Task material START

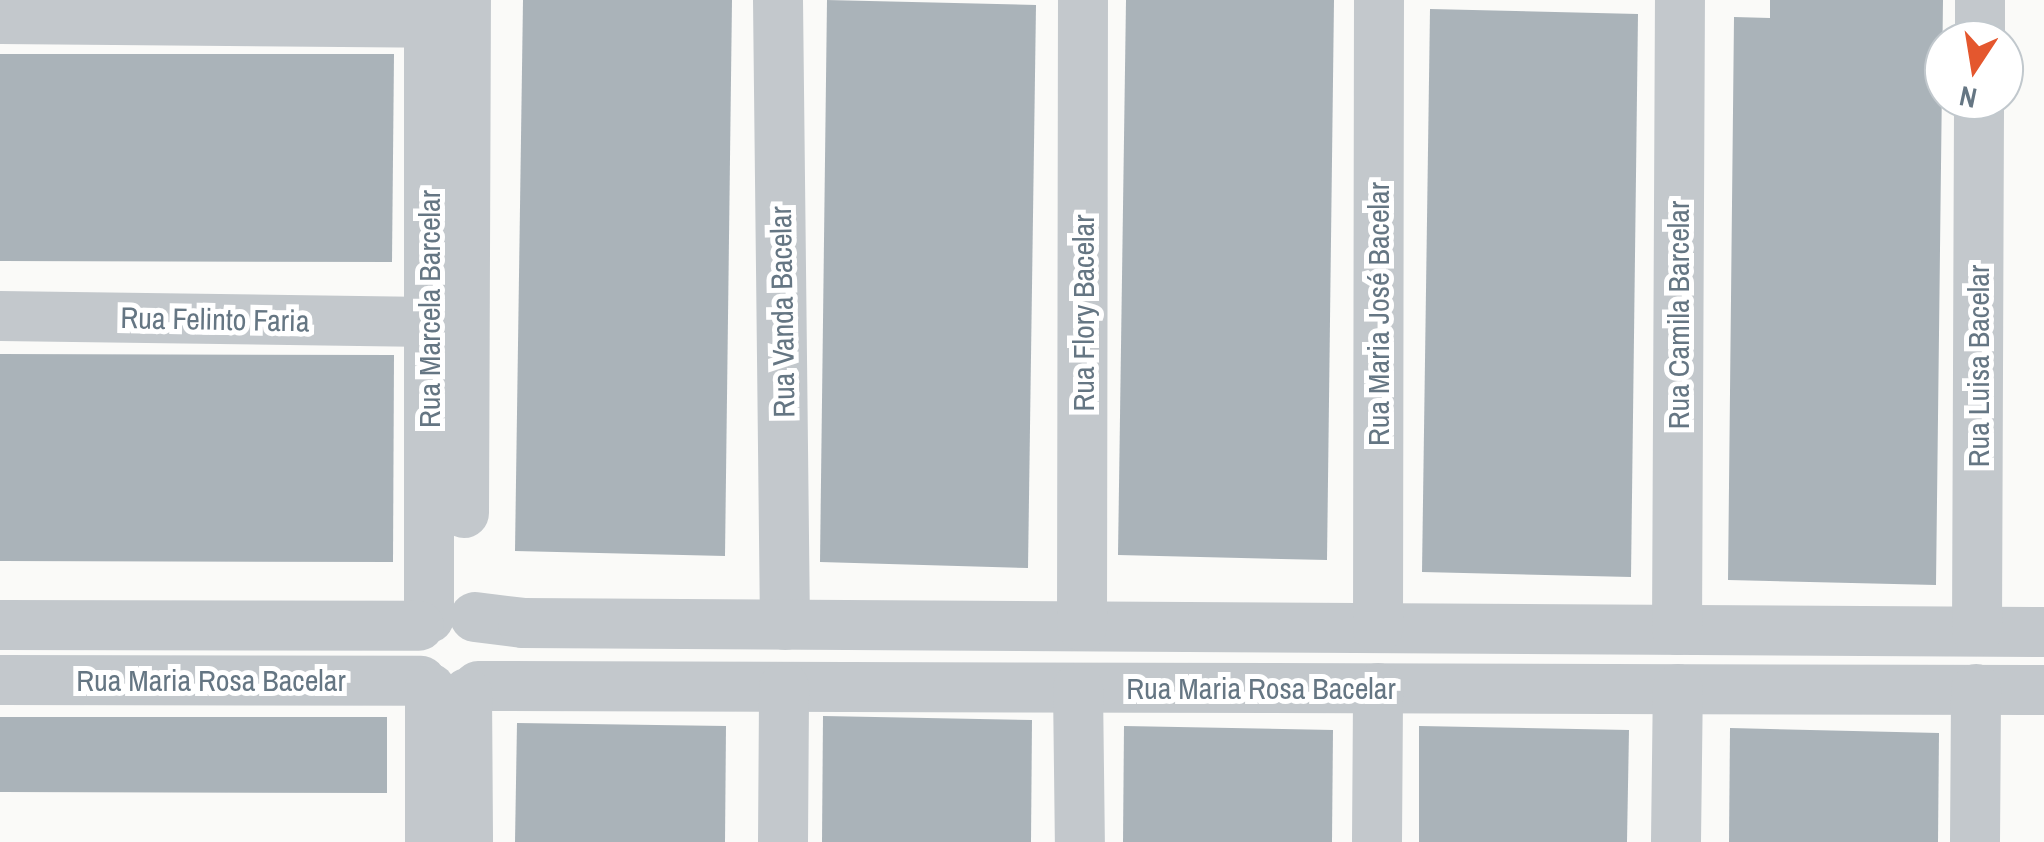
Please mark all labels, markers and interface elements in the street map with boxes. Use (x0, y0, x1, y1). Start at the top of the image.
north arrow (1924, 20, 2024, 120)
text: N (1956, 77, 1980, 118)
street label: Rua Maria José Bacelar (1360, 182, 1396, 446)
street label: Rua Marcela Barcelar (411, 190, 447, 428)
street label: Rua Camila Barcelar (1660, 201, 1696, 429)
street label: Rua Vanda Bacelar (762, 206, 802, 418)
street label: Rua Flory Bacelar (1065, 215, 1101, 411)
street label: Rua Luisa Bacelar (1960, 265, 1996, 467)
street label: Rua Felinto Faria (120, 299, 310, 339)
street label: Rua Maria Rosa Bacelar (76, 662, 346, 698)
street label: Rua Maria Rosa Bacelar (1126, 670, 1396, 706)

Task material END

*What this task involves*. Excluding every picture, write out each record word for word.

*Reply*.
Please mark all labels, markers and interface elements in the street map with boxes. Use (x0, y0, x1, y1). Start at the top of the image.
north arrow (1924, 20, 2024, 120)
text: N (1956, 77, 1980, 118)
street label: Rua Maria José Bacelar (1360, 182, 1396, 446)
street label: Rua Marcela Barcelar (411, 190, 447, 428)
street label: Rua Camila Barcelar (1660, 201, 1696, 429)
street label: Rua Vanda Bacelar (762, 206, 802, 418)
street label: Rua Flory Bacelar (1065, 215, 1101, 411)
street label: Rua Luisa Bacelar (1960, 265, 1996, 467)
street label: Rua Felinto Faria (120, 299, 310, 339)
street label: Rua Maria Rosa Bacelar (76, 662, 346, 698)
street label: Rua Maria Rosa Bacelar (1126, 670, 1396, 706)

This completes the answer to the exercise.